Affirm uses chatbots to solve fast queries, like policy questions, and then real people take over for more complicated cases, Levchin said. The PayPal alumnus said chatbots are helping Affirm scale its customer service team.

Affirm built an AI-based assistant and tested it in the last quarter. Less than 40% of users needed to speak with a human after using the bot, Levchin wrote in a shareholder letter.

"No one has yet to lose their job to be replaced by robot at Affirm, so that's not a short-term cost saving," Levchin said on Wednesday's call, adding that AI could save the company money over the next one to three years.

Tech research firm Gartner estimated last year that by 2026, AI will replace 20-30% of customer service agents.

The nascent technology is already having a big bottom-line impact for some companies.

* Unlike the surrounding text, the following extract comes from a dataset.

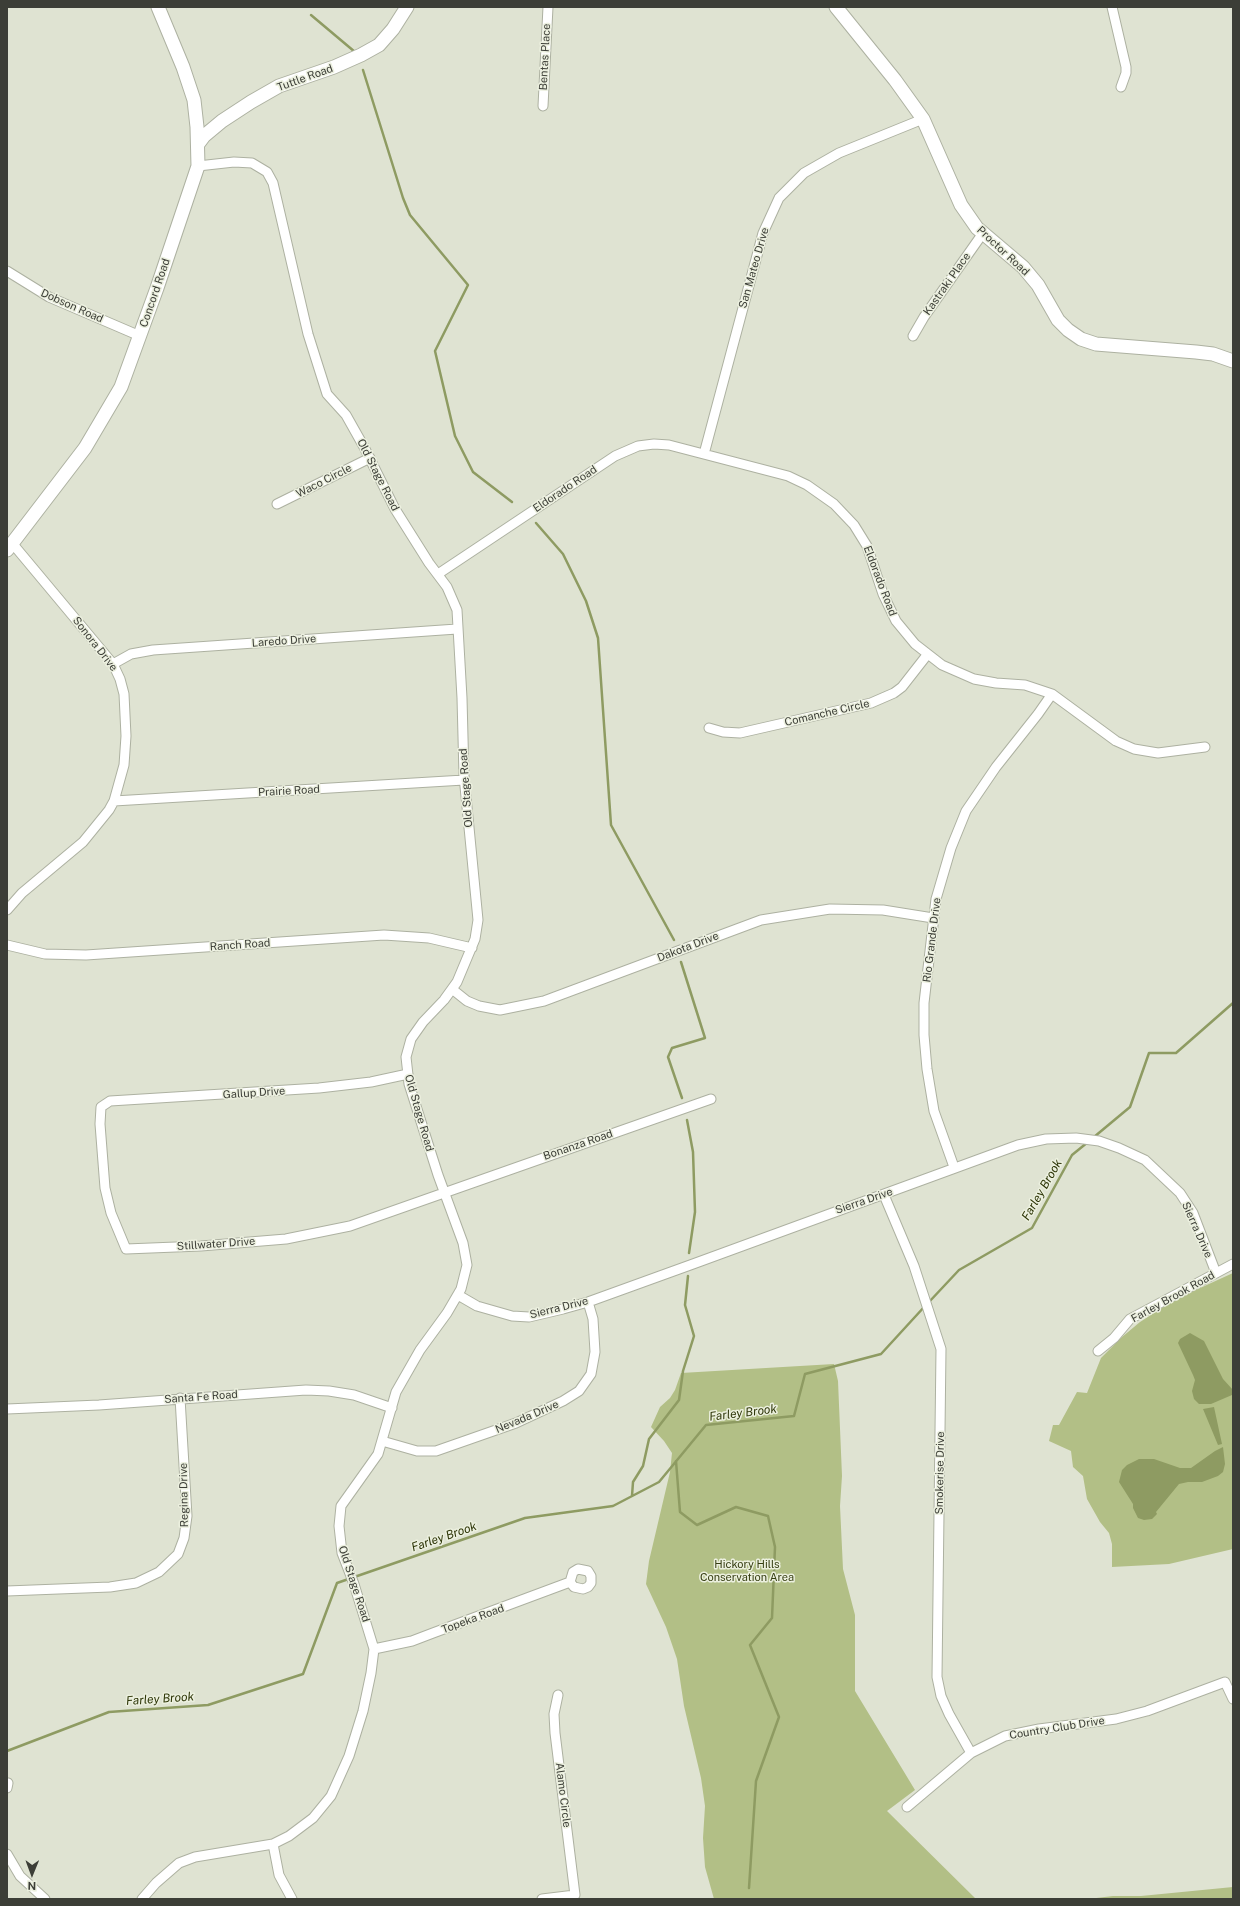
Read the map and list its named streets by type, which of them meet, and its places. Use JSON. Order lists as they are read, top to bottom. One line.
{"streets":{"main road":["Tuttle Road","Proctor Road","Concord Road"],"street":["Bentas Place","San Mateo Drive","Kastraki Place","Dobson Road","Old Stage Road","Waco Circle","Eldorado Road","Laredo Drive","Sonora Drive","Comanche Circle","Prairie Road","Rio Grande Drive","Ranch Road","Dakota Drive","Gallup Drive","Bonanza Road","Sierra Drive","Stillwater Drive","Farley Brook Road","Santa Fe Road","Nevada Drive","Smokerise Drive","Regina Drive","Topeka Road","Country Club Drive","Alamo Circle"]},"crossings":[["Tuttle Road","Concord Road"],["Proctor Road","San Mateo Drive"],["Proctor Road","Kastraki Place"],["San Mateo Drive","Eldorado Road"],["Concord Road","Dobson Road"],["Concord Road","Old Stage Road"],["Concord Road","Sonora Drive"],["Old Stage Road","Waco Circle"],["Old Stage Road","Eldorado Road"],["Old Stage Road","Laredo Drive"],["Old Stage Road","Prairie Road"],["Old Stage Road","Ranch Road"],["Old Stage Road","Dakota Drive"],["Old Stage Road","Gallup Drive"],["Old Stage Road","Bonanza Road"],["Old Stage Road","Sierra Drive"],["Old Stage Road","Stillwater Drive"],["Old Stage Road","Santa Fe Road"],["Old Stage Road","Nevada Drive"],["Old Stage Road","Topeka Road"],["Eldorado Road","Comanche Circle"],["Eldorado Road","Rio Grande Drive"],["Laredo Drive","Sonora Drive"],["Sonora Drive","Prairie Road"],["Rio Grande Drive","Dakota Drive"],["Rio Grande Drive","Sierra Drive"],["Gallup Drive","Stillwater Drive"],["Bonanza Road","Stillwater Drive"],["Sierra Drive","Farley Brook Road"],["Sierra Drive","Nevada Drive"],["Sierra Drive","Smokerise Drive"],["Santa Fe Road","Regina Drive"],["Smokerise Drive","Country Club Drive"]],"water":["Farley Brook"],"parks":["Hickory Hills Conservation Area"],"north":"bottom"}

Deb Cupp, the president of Microsoft Americas, said in a panel discussion at Davos in January that the software giant saved $100 million in its customer-service operation by implementing AI. Microsoft also sells AI-powered customer service technology.

Mihir Shukla, the CEO of Automation Anywhere, said at Davos that the company cut customer-service costs by 40% while seeing improved performance since introducing AI.

AI customer service hasn't been a panacea for all businesses, though. People tricked and hacked a car dealership's customer service AI in December, and in January, a UK mail service's bot swore at a customer.

And AI bots have not yet been widely adopted. Only 8% of customers said they used a chatbot during their most recent customer service encounter, according to a Gartner survey done from December 2022 through February 2023. Of those who used a chatbot, only a quarter said they would use that bot again in the future.